## Problem to work on
Whenever the word "feTurbulence" turns up in a line below, that line should be copied.

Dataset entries

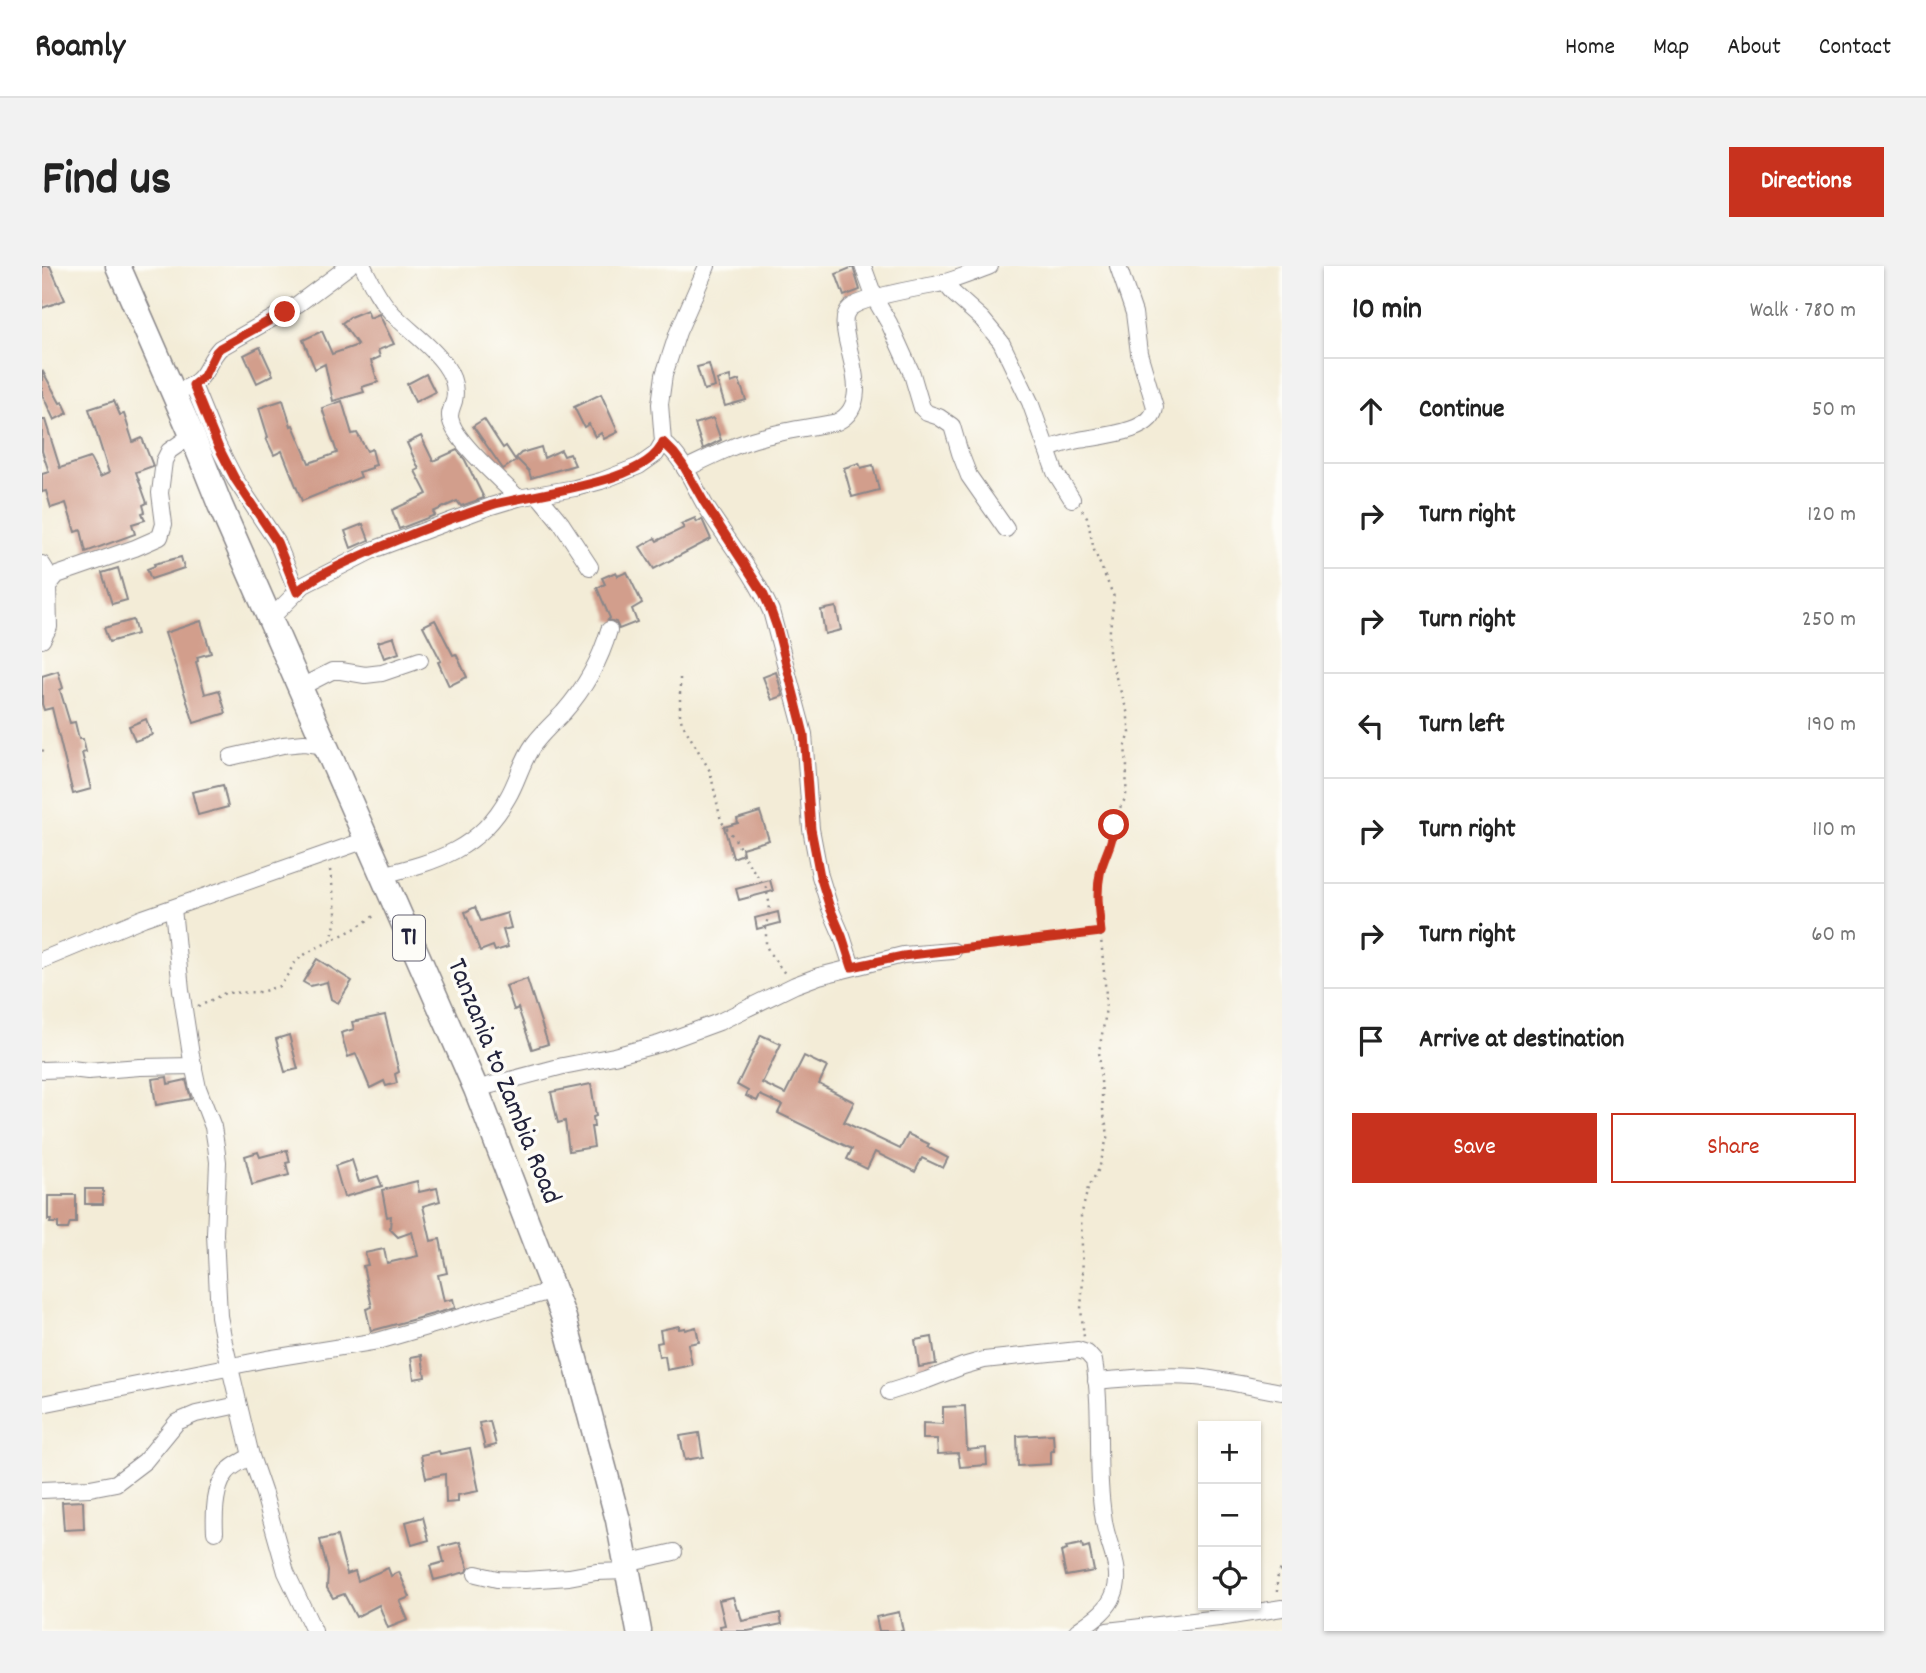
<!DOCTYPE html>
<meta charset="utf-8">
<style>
body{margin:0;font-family:Dekko,sans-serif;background:#f2f2f2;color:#222}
.controls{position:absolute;right:21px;bottom:21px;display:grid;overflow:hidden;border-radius:0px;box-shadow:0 2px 5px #0004}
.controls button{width:63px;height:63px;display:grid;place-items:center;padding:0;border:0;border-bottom:2px solid #e0e0e0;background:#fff;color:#222;font:35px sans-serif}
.stop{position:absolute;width:21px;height:21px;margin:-16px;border:5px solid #c8321e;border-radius:50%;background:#fff}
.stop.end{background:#c8321e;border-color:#fff;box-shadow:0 2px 7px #0008}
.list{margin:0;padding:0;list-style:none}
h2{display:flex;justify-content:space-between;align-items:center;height:91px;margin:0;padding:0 28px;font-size:30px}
h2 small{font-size:23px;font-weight:400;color:#767676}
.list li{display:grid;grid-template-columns:46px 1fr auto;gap:21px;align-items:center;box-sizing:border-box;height:105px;padding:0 28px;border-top:2px solid #e0e0e0}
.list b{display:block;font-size:26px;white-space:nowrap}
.list em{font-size:23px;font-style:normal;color:#767676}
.actions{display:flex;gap:14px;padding:21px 28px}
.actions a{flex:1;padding:16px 0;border:2px solid #c8321e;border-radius:0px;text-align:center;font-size:24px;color:#c8321e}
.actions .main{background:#c8321e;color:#fff}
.icon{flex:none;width:38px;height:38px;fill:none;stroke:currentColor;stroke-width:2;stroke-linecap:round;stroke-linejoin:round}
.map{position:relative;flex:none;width:1240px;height:1365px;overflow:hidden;border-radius:0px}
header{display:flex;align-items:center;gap:42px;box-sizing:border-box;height:98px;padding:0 35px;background:#fff;border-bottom:2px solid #e0e0e0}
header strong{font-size:33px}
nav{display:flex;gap:38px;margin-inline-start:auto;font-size:24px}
.intro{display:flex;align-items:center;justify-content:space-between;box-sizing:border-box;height:168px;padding:0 42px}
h1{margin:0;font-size:49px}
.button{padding:18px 32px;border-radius:0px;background:#c8321e;color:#fff;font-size:24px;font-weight:700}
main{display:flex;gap:42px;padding:0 42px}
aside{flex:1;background:#fff;border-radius:0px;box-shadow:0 2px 5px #0004}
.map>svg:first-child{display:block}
.building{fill:#d29e8c}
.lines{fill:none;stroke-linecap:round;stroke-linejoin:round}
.minor-casing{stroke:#8a8789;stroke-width:18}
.highway-casing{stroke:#8a8789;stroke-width:27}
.path{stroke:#8a8789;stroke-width:2.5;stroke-dasharray:2 5;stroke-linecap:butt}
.minor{stroke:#fff;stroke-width:16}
.highway{stroke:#fff;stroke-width:24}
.route{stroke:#c8321e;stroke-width:9}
.labels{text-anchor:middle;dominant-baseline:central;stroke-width:7;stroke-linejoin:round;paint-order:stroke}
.shield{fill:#fdfcf7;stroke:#646373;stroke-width:2}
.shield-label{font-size:26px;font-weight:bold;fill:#22223b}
.street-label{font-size:28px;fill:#22223b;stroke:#fdfcf7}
</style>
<header>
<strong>Roamly</strong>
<nav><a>Home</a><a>Map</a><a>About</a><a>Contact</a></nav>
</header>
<div class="intro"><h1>Find us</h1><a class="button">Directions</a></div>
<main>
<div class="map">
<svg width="1240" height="1365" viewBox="0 0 1240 1365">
<rect width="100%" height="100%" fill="#fdfcf7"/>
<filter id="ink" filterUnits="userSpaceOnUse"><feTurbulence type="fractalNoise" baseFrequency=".0143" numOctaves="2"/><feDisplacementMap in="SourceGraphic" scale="14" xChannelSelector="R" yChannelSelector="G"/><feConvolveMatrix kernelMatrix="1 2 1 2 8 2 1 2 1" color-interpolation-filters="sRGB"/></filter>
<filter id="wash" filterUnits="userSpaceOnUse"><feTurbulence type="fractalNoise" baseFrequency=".00686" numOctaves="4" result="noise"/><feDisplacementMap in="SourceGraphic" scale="28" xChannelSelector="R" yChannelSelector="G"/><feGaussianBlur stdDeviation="1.57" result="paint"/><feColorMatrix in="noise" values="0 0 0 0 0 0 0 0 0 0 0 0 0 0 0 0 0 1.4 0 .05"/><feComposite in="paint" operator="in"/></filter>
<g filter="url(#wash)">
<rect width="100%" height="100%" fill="#f3ecd7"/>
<g id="blocks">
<g class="building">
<polygon points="0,0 8,0 23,34 0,42"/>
<polygon points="811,1 818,24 802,30 794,8"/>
<polygon points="325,44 328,52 337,48 352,78 336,84 338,91 329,95 336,116 320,121 322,126 291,135 283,98 273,103 261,74 280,65 290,88 316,79 300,57 308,51"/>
<polygon points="218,81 231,109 215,117 202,89"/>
<polygon points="667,98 673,121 662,124 655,101"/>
<polygon points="0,104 18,137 21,136 26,147 12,154 0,128"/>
<polygon points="384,108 393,126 373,136 365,118"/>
<polygon points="688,110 689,117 697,114 704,134 683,140 675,114"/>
<polygon points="559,128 576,166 562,173 559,167 553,171 547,158 542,161 532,141"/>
<polygon points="241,134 249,160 251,159 267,197 295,187 280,142 300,135 310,168 315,167 325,185 330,183 334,199 330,200 330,202 317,206 319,211 260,235 240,185 232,189 224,172 226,171 217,142"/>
<polygon points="72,135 78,149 82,148 91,176 100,172 111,200 94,206 105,237 101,239 103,246 100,247 103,254 90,258 93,268 44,286 39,264 33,266 24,237 9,242 4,225 0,226 0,208 7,206 0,185 0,154 3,154 18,202 48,192 58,211 67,207 47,143"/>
<polygon points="671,152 679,174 661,183 653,158"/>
<polygon points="442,153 461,182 464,180 474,195 461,203 431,160"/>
<polygon points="379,170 391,195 415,184 423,194 442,232 419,240 415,235 391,246 393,249 357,263 350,244 385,228 373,205 377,203 365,177"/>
<polygon points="499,181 502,192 519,184 522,190 528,188 533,199 489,212 487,205 474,192 479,187"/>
<polygon points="817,197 819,202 831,199 837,224 810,231 802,202"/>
<polygon points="653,252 655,256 660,253 669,273 612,303 598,281 613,272 615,275 642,262 639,258"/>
<polygon points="321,258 327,274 309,282 303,265"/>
<polygon points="139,291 142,302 109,313 105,303 113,300 112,298"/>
<polygon points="76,302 85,334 70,338 60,307"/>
<polygon points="574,306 576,310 585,306 600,337 590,343 595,356 577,363 574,356 566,354 568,352 555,322 563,318 560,312"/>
<polygon points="794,341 799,364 783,368 779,344"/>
<polygon points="91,354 95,368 67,376 62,362"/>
<polygon points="393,354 411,389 414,388 425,411 407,420 396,396 399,395 381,360"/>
<polygon points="159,355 169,387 155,391 156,395 154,396 160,417 163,428 177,424 184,447 152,457 123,367"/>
<polygon points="352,371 357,387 342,392 336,376"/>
<polygon points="16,405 21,422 18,424 28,457 33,456 37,473 41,473 44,486 40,487 49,523 31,528 10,442 2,444 0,438 0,410"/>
<polygon points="734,406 741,430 730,434 721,411"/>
<polygon points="104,453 110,469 93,475 87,460"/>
<polygon points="181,519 186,541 156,549 150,526"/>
<polygon points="718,546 727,574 700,582 701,588 691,592 682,561 696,557 695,553"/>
<polygon points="728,614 731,625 697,634 694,623"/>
<polygon points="433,641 439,655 465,647 469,662 461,664 466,681 453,685 451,680 438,685 423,646"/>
<polygon points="736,646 738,657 715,663 713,652"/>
<polygon points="275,693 310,715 296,737 289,733 285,716 268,720 261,716"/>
<polygon points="485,713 506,778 490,783 476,742 472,744 464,720"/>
<polygon points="343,749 357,806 353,808 355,817 344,820 342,815 328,822 314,788 306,791 299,767 312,763 310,756"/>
<polygon points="247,769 256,803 243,806 234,773"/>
<polygon points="719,769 739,778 720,817 743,828 762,790 785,801 777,818 812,836 802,856 858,883 866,868 887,878 885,881 906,892 901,902 880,892 873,906 833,886 825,903 805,893 810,883 736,847 740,839 718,829 715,835 704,830 706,825 695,819"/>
<polygon points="125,811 126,818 144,814 149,833 114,839 110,813"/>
<polygon points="549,818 554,850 551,851 552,861 549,861 552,881 527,885 523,855 516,857 509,826"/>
<polygon points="245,884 248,896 244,897 247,909 210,919 203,890 216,886 218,891"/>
<polygon points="310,894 317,916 336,910 340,920 302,931 293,900"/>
<polygon points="375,915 377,926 395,922 398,935 381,940 389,975 398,973 405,1007 396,1009 402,1035 411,1033 413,1042 329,1065 324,1043 330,1041 321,1000 326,999 323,987 342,983 345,997 376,990 370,966 356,971 348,963 349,950 345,951 340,924"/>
<rect x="43" y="923" width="18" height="15"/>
<polygon points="21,929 34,929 34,957 28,957 26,963 16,963 16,957 8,957 9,954 6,954 6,930 21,930"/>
<polygon points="637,1060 637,1063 643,1062 643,1064 654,1061 657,1076 646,1078 650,1099 625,1104 623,1090 617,1091 615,1077 620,1076 618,1064"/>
<polygon points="890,1071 894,1098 877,1101 873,1074"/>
<polygon points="380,1089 383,1111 372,1113 369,1091"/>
<polygon points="923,1140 925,1184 944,1182 945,1199 918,1201 916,1187 896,1188 895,1173 881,1173 881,1157 901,1158 901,1141"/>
<polygon points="448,1155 454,1179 443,1182 437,1157"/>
<polygon points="657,1167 661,1191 643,1194 638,1170"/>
<polygon points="1011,1168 1012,1185 1009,1185 1009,1198 976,1200 975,1170"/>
<polygon points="428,1182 437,1225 416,1229 416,1236 404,1237 403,1208 384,1212 379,1189 397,1185 398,1188"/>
<polygon points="41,1235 42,1263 22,1264 20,1236"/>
<polygon points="381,1251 387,1274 370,1279 364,1256"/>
<polygon points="295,1270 305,1308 313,1305 316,1315 346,1302 349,1310 357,1306 368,1331 358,1335 366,1354 346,1362 337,1339 314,1351 302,1328 291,1332 285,1322 286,1305 278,1274"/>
<polygon points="418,1276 426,1302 424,1306 392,1314 388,1300 402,1296 398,1281"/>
<polygon points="1040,1278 1041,1282 1047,1280 1052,1305 1024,1310 1019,1286 1025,1284 1024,1281"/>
<polygon points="691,1331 695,1344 697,1344 700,1355 738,1347 740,1358 706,1365 679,1365 678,1360 683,1359 677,1334"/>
<polygon points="857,1346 861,1365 837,1365 834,1351"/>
</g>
</g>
</g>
<g filter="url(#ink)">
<use href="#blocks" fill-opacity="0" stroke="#8a8789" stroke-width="2"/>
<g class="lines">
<g class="minor-casing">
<g id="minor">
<path d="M 321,0 C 329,17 339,37 353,50 C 369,66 390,80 403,99 C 411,110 415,121 412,135 C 410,142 406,148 409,155 C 414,176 460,215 476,232"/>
<polyline points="821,0 833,33 847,57 870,108 880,142 885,147 897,151 910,160 918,187 927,210 964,263"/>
<polyline points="902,16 912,28 940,53 959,76 988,136 1013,206 1030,233"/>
<polyline points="151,119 176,180 193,213 235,276 255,326"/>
<path d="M 144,122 C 167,111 163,98 178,82 L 256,38 L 307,0"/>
<path d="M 621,176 C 642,193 650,217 663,239 C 685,274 712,307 729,345 L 762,468 L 769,563 L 778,610 L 788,642 L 800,670 L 810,701"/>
<path d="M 1005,183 C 1016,180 1026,176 1037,174 C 1057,170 1111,167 1113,141 L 1097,87 L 1092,47 L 1076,0"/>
<path d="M 643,203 C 668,191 693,178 720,171 C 744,164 770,161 795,156 C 841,133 786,61 808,42 C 820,32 875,22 892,19 C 911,15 930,7 948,0"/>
<polyline points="496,229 519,257 548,301"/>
<polyline points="0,298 10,314"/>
<polyline points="229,352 262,319 333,283 449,240 476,232 533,222 559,215 597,200 614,188 621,176 618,138 622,109 636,66 665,0"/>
<polyline points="0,374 7,361 6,320 15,309 93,282 118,271 122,258 118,227 122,195 127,185 150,169"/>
<polyline points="259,421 290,405 299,405 323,409 340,407 378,394"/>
<polyline points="189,491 241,479 262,477 285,480"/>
<path d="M 340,609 C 394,596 438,583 466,531 C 476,514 480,494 492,478 C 500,467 511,457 521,447 C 543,422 558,396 567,364"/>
<polyline points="131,642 139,724 149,789 156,822 171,861 174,880 176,896 173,968 177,1050 182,1076 209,1190 222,1228 244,1306 272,1365"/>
<polyline points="0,694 101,652 324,574"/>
<polyline points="0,804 29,803 46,805 98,801 152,800"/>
<polyline points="434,823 521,800 572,790 617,778 677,756 753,719 777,710 861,689 911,685"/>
<path d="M 1054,1115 C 1087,1112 1120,1109 1153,1111 C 1182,1114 1211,1121 1240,1126"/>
<path d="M 847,1126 L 885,1114 L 921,1100 L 942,1094 L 1036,1084 L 1045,1087 L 1052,1095 C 1061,1148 1053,1203 1062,1255 C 1065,1279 1082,1304 1072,1328 C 1066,1345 1049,1355 1035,1365"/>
<polyline points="0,1138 225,1093 336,1075 512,1024"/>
<polyline points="0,1224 48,1222 74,1217 103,1195 135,1156 154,1148 196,1139"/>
<path d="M 173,1266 C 172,1247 172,1222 185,1206 C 191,1199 201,1195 209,1190"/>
<polyline points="584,1297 632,1286"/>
<polyline points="434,1308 455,1313 483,1314 527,1311 554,1306 586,1305"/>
<polyline points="1065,1365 1177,1352 1240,1342"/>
</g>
</g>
<g class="highway-casing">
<polyline id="highway" points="76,0 150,169 178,239 434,823 522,1052 576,1254 597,1365"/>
</g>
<g class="path">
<polyline points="1040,244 1045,251 1052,284 1072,331 1067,372 1067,390 1085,445 1088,467 1083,482 1085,498 1084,531 1073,551 1071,569 1057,611 1056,638 1064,729 1063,752 1057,785 1061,844 1066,868 1057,903 1046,922 1039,950 1041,1013 1039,1043 1042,1071"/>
<polyline points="638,412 638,450 640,457 668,505 679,555 693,573 704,594 724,622 728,640 724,661 724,680 729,689 744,709"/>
<polyline points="0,485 2,484"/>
<polyline points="288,604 294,645 294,653 289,676"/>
<polyline points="927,682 1059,666"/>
<polyline points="156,741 183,727 219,726 237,720 243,713 254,695 265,687 314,662 335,648"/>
<polyline points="1235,1326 1235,1313 1240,1299"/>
</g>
<use href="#minor" class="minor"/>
<use href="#highway" class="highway"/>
</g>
</g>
<g class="lines" filter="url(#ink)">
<path class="route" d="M 243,46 L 178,82 L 174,86 L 162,110 L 151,119 L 176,180 L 193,213 L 235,276 L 255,326 C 269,313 288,304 305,296 C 352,274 401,255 450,239 C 489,227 607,218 621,176 L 632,187 L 641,199 L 662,236 L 721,327 L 729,345 L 735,362 L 762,468 L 769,563 L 778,610 L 788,642 L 800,670 L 810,701 L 861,690 L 1059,666 C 1057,647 1054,627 1058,608 C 1061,591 1072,577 1072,559"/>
</g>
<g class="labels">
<rect class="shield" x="351" y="649.5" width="32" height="45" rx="5"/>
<g class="shield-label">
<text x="367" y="672">T1</text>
</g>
<g class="street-label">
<text transform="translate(460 816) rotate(68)">Tanzania to Zambia Road</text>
</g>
</g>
</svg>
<div class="controls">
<button>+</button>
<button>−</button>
<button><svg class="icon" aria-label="locate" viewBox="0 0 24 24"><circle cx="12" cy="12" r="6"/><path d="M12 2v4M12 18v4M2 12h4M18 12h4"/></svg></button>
</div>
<div class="stop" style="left:1072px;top:559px"></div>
<div class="stop end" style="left:243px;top:46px"></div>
</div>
<aside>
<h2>10 min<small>Walk · 780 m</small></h2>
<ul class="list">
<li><svg class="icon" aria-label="ahead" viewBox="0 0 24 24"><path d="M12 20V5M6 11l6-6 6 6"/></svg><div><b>Continue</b></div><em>50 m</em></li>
<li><svg class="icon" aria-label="right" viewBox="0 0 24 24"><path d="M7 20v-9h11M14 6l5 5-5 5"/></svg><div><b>Turn right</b></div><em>120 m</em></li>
<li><svg class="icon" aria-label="right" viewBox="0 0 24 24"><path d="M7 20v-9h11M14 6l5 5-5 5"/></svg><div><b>Turn right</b></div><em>250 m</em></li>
<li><svg class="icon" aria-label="left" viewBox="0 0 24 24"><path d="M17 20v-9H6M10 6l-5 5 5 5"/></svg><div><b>Turn left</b></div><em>190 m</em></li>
<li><svg class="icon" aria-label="right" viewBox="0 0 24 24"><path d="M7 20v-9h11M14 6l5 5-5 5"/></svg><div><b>Turn right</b></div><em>110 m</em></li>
<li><svg class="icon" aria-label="right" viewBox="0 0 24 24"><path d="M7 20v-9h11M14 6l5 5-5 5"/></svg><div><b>Turn right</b></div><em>60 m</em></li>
<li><svg class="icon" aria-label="arrive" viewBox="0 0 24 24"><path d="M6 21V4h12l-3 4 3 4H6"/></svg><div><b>Arrive at destination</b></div></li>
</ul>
<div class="actions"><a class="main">Save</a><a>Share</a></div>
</aside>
</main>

## Final answer
<filter id="ink" filterUnits="userSpaceOnUse"><feTurbulence type="fractalNoise" baseFrequency=".0143" numOctaves="2"/><feDisplacementMap in="SourceGraphic" scale="14" xChannelSelector="R" yChannelSelector="G"/><feConvolveMatrix kernelMatrix="1 2 1 2 8 2 1 2 1" color-interpolation-filters="sRGB"/></filter>
<filter id="wash" filterUnits="userSpaceOnUse"><feTurbulence type="fractalNoise" baseFrequency=".00686" numOctaves="4" result="noise"/><feDisplacementMap in="SourceGraphic" scale="28" xChannelSelector="R" yChannelSelector="G"/><feGaussianBlur stdDeviation="1.57" result="paint"/><feColorMatrix in="noise" values="0 0 0 0 0 0 0 0 0 0 0 0 0 0 0 0 0 1.4 0 .05"/><feComposite in="paint" operator="in"/></filter>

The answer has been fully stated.